Entre os dias 22 de fevereiro e 8 de março, Chapecó adotou medidas restritivas mais severas por 14 dias: proibiu abertura de serviços não essenciais e suspendeu as aulas. “Fiz o lockdown em fevereiro para montar a estrutura. Lockdown só faz sentido se for para montar as estruturas para atender o povo”, defende Rodrigues. Durante a vigência da medida, no entanto, a cidade não parou por completo — os supermercados funcionaram normalmente e estima-se que cerca de 45% dos trabalhadores locais continuaram exercendo suas atividades. A partir do dia 9 de março, as restrições foram relaxadas e a prefeitura permitiu a reabertura do comércio, bares, restaurantes, shoppings, e até cinemas, ainda que com restrições de horário e limitação de pessoas.

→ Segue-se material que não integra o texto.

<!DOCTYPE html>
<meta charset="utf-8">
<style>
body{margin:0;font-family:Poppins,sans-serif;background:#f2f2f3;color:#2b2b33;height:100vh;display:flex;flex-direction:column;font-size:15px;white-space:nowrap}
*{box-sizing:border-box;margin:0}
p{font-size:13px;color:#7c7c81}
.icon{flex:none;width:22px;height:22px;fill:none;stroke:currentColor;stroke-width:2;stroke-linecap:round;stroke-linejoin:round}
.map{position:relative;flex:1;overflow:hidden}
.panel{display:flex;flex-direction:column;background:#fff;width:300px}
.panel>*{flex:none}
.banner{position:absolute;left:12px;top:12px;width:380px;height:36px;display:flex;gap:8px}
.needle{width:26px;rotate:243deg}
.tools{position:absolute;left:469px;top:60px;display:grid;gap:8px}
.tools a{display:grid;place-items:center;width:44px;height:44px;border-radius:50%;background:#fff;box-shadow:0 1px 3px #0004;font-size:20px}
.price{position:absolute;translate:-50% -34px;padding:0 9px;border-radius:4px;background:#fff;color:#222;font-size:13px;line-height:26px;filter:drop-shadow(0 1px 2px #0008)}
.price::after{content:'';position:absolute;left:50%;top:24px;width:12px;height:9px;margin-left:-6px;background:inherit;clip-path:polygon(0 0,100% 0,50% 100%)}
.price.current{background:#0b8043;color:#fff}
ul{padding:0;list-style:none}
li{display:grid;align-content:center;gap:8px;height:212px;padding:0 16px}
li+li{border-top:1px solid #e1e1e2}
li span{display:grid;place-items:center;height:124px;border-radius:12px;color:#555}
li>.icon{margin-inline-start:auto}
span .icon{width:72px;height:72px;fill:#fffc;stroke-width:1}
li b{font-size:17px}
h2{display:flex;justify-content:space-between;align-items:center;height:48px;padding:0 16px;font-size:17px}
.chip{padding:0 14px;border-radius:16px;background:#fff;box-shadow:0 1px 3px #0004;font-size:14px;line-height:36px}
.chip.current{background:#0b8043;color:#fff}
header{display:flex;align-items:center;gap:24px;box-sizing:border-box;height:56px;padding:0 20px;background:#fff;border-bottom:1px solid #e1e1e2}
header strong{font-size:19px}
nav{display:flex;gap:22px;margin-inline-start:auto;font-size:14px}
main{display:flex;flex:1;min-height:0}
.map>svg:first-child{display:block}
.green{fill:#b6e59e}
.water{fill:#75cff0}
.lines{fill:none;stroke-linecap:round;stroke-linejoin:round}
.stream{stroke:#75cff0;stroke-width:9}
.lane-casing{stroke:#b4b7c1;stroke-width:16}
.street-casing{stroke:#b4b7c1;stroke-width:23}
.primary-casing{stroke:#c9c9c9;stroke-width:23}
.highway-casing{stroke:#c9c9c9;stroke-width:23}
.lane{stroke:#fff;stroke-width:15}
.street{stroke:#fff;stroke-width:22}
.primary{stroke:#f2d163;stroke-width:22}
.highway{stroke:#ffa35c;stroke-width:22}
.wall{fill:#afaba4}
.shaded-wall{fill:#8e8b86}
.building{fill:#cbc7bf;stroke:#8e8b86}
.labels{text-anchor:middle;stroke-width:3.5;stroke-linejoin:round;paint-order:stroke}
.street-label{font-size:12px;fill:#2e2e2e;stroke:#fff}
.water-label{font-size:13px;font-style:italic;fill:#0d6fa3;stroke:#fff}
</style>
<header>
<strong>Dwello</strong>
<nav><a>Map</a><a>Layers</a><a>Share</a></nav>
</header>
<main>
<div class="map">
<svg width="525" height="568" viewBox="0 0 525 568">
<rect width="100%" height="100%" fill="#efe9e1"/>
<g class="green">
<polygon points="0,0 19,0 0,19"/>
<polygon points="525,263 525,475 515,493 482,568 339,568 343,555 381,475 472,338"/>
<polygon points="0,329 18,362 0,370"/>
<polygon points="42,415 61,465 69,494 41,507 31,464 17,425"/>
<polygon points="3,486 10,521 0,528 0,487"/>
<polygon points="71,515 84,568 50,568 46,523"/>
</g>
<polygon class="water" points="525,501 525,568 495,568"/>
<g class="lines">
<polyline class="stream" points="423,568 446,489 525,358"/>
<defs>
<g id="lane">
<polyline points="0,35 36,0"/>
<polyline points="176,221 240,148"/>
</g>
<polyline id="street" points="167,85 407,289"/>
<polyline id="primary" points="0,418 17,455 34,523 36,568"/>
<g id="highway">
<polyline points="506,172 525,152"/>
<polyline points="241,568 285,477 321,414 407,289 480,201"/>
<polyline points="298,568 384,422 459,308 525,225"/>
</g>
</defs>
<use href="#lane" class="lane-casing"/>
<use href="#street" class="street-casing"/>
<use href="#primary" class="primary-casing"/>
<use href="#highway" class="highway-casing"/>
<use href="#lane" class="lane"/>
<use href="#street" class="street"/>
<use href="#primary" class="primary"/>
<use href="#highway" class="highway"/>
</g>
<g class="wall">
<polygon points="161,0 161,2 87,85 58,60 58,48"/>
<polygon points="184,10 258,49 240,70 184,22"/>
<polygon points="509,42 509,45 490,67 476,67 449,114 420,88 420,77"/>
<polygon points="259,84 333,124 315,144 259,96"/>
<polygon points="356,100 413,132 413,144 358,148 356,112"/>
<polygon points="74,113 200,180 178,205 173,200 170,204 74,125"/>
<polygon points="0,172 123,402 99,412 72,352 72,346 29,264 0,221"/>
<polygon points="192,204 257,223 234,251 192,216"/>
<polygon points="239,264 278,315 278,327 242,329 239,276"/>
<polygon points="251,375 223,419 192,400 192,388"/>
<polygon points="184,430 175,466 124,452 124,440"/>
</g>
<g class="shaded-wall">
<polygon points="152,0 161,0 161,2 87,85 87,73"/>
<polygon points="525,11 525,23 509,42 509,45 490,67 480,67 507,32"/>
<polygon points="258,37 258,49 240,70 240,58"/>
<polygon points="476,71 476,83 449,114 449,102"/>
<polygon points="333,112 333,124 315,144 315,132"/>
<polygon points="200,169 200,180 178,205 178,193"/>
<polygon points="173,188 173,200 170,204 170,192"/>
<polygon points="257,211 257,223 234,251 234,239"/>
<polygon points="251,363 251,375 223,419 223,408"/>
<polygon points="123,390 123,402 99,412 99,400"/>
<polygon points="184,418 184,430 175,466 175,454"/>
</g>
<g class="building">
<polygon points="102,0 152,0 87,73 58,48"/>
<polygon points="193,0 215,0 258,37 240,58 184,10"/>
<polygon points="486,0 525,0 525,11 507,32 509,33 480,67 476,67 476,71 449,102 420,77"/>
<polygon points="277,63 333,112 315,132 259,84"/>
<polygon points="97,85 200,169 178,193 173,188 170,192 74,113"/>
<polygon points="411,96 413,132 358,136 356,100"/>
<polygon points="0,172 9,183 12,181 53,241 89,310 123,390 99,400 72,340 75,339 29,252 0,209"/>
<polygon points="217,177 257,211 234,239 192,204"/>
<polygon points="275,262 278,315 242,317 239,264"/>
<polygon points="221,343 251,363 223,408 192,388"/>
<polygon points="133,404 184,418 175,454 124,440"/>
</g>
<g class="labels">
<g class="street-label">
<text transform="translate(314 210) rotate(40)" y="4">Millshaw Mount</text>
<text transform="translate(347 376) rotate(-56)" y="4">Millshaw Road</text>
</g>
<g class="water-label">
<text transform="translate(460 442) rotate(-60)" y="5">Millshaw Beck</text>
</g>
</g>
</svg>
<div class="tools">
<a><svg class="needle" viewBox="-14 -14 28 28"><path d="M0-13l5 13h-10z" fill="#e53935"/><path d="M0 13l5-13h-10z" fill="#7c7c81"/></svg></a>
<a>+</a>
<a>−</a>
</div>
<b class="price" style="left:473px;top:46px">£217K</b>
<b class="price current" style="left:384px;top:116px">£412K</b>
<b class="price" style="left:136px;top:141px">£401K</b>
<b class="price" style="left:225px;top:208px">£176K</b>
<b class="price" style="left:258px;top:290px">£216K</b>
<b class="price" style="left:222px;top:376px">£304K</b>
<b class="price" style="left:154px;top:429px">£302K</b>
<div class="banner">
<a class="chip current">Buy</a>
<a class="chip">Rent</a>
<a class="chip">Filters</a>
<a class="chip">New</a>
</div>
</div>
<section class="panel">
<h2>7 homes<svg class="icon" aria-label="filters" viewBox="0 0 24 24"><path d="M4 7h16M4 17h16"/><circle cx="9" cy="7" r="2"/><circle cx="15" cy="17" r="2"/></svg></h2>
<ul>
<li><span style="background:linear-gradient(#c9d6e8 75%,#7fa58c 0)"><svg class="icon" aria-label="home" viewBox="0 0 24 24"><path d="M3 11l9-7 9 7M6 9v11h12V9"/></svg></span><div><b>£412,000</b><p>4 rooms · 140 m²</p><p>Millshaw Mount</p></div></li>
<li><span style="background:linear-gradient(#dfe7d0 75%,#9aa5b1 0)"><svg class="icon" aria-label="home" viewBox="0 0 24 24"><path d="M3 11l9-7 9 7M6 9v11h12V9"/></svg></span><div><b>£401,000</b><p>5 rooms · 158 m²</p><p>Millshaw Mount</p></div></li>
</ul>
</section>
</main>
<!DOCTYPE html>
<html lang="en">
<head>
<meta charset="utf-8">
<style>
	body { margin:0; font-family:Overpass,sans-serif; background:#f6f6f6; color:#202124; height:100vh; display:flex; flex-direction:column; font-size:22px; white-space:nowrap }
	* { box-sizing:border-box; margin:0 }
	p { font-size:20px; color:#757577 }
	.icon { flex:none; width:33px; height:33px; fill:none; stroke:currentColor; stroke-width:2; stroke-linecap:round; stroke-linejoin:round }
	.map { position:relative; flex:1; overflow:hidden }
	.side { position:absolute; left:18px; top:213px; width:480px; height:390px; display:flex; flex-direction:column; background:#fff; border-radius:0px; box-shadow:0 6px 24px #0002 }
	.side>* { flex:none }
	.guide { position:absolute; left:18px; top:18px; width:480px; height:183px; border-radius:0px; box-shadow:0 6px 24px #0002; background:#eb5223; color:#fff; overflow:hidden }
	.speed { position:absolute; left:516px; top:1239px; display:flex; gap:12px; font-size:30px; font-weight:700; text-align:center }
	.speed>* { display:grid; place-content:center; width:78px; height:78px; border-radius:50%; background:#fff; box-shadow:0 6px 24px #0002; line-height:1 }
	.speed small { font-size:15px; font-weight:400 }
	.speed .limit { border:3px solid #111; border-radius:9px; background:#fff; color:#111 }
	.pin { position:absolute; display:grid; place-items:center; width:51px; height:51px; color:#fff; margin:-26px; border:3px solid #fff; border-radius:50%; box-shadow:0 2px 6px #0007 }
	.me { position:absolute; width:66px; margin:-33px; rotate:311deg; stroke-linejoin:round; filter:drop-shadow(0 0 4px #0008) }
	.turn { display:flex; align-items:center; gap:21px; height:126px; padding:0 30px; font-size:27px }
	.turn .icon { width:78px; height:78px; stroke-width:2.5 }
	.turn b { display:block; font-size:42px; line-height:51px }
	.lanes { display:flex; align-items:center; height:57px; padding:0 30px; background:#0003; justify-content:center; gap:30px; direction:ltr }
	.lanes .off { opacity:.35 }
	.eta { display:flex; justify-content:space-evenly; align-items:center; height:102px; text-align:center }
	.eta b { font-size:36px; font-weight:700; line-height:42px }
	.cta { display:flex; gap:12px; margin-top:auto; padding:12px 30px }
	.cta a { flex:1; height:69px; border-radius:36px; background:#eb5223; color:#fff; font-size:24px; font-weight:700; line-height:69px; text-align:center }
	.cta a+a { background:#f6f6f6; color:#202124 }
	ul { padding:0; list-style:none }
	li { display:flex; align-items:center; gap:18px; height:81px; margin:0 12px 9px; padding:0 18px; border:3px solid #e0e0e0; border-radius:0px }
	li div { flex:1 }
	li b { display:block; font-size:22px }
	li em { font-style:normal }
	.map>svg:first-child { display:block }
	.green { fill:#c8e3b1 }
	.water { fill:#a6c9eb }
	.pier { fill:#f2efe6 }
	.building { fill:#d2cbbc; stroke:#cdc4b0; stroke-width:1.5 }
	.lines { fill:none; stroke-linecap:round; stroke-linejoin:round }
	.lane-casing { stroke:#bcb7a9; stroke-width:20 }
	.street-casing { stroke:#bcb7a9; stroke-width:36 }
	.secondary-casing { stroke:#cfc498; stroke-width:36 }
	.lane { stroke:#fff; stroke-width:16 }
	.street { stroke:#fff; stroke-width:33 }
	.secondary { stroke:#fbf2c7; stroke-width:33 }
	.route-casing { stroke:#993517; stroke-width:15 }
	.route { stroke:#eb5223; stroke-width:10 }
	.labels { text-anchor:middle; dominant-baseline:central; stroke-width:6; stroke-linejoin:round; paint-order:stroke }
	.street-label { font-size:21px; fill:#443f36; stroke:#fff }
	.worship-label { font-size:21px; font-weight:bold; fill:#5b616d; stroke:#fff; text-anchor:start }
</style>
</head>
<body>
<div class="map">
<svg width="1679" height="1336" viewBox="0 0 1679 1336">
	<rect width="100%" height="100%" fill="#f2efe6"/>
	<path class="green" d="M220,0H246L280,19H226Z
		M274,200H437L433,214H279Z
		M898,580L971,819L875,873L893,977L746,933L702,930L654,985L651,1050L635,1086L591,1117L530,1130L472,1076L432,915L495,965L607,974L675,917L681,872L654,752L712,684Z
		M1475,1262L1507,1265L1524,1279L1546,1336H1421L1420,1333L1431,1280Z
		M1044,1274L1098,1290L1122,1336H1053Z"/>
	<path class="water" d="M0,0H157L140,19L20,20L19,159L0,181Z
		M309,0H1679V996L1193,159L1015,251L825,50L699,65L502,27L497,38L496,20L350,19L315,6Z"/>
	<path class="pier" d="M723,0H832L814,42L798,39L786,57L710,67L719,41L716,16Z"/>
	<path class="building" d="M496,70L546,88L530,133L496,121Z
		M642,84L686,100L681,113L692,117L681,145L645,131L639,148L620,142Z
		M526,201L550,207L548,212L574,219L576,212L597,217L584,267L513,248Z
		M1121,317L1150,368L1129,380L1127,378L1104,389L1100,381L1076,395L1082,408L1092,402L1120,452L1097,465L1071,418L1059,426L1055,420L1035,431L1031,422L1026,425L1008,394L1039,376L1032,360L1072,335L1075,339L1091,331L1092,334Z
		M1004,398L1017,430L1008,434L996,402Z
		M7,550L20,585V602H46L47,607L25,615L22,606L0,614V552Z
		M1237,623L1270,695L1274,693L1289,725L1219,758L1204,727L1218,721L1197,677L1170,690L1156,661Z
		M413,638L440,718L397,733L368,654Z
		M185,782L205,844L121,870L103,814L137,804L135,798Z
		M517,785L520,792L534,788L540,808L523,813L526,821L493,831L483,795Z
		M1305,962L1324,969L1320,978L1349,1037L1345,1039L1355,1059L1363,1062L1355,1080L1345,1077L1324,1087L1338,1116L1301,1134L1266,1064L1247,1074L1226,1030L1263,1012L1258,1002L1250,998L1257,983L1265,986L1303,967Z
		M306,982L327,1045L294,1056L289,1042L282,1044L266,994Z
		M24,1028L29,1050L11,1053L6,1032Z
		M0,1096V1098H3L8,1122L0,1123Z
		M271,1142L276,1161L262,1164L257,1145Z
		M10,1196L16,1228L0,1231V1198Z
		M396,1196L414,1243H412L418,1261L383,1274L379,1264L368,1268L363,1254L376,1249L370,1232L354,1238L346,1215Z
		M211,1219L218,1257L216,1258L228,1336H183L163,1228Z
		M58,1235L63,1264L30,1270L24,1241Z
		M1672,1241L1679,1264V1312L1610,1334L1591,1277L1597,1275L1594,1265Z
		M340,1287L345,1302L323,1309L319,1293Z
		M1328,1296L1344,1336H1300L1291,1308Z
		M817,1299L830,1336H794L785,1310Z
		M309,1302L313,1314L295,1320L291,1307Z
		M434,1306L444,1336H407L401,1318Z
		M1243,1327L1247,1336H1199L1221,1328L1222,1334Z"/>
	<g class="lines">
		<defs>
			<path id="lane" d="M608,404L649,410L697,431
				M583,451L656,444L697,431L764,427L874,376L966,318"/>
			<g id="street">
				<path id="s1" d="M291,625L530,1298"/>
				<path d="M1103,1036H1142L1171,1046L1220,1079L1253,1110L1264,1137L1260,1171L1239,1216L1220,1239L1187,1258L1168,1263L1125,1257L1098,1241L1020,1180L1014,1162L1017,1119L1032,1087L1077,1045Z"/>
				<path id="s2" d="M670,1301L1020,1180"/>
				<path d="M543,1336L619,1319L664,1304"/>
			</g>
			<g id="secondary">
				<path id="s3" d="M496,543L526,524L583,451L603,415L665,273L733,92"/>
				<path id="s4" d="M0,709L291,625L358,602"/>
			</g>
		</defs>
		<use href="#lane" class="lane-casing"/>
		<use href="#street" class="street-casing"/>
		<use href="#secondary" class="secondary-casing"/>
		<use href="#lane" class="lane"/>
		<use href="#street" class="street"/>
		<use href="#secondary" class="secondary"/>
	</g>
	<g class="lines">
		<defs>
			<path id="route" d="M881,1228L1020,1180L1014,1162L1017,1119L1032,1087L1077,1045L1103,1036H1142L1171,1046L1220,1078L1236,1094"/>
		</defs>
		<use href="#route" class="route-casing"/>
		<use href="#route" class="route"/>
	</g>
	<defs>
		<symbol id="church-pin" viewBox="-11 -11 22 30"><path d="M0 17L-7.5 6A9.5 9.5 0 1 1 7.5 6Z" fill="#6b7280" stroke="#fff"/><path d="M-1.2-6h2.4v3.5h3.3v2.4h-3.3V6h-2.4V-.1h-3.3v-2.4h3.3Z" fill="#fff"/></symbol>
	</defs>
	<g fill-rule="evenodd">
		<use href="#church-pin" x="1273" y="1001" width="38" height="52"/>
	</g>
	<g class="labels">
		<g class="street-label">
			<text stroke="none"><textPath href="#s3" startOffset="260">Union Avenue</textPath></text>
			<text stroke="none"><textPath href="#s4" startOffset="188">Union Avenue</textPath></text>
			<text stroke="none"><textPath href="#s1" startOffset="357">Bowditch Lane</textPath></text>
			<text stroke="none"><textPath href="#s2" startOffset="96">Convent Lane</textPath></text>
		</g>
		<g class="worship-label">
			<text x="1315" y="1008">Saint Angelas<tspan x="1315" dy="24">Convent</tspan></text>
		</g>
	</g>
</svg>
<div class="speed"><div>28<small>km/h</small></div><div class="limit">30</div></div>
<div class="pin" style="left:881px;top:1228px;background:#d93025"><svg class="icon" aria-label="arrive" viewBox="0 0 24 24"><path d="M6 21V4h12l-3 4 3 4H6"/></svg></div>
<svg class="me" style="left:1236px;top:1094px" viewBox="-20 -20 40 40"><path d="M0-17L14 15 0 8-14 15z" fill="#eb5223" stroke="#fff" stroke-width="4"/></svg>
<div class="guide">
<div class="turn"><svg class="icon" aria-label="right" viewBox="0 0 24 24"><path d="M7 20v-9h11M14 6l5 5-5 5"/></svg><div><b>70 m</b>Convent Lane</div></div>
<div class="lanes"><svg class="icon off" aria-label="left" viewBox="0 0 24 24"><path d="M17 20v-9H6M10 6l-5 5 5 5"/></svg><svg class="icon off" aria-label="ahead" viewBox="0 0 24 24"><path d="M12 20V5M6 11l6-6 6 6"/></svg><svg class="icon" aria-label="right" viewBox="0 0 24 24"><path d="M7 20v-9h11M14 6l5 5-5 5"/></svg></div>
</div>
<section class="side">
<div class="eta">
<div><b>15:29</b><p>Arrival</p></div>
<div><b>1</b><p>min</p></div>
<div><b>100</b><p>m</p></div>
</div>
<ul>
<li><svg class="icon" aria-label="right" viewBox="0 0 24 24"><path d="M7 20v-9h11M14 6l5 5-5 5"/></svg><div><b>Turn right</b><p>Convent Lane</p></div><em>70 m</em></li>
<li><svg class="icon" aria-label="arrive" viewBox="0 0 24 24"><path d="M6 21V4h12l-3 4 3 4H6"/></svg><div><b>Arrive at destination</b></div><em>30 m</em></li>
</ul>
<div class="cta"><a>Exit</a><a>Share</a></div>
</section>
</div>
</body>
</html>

Casos de covid-19 em Chapecó em comparação com o Brasil

Na última quinta-feira, 8, Chapecó contabilizava 489 casos ativos da covid-19. Por 100 mil habitantes, até ontem, o município registrou 218 pacientes contaminados pela doença. Na mesma data, a taxa nacional de doentes por 100 mil habitantes era 2,6 vezes maior: 568. Só para se ter uma ideia de como as taxas de contaminação pela covid-19 estão caindo na cidade catarinense, há um mês, em 8 de março, Chapecó registrava 7,5 vezes mais casos ativos da doença: eram 3.686 doentes no total — o que equivale a 1.645 a cada 100 mil chapecoenses.

Média móvel de mortes diárias em queda

Desde o início da pandemia até ontem, o número total de mortos em Chapecó somou 551. Em 3 de março, considerando os óbitos dos sete dias anteriores, a média móvel de mortes diárias por 100 mil habitantes relacionadas à doença na cidade chegou a 5,87. No mesmo dia, para 100 mil habitantes, o Estado de Santa Catarina registrou 0,99 e o Brasil, 0,62.

Passados seis dias, em 9 de março, quando o município já havia aumentado a oferta de leitos de UTI no SUS em cerca de três vezes, o indicador caiu para 4,72. A partir de então, o índice continuou a se distanciar de 5. Ontem, 8 de abril, a média móvel de mortes diárias por 100 mil habitantes em Chapecó chegou a 1,27 — índice menor do que o estadual (1,45) e o federal (1,33). O levantamento foi realizado por Oeste, com dados do Ministério da Saúde.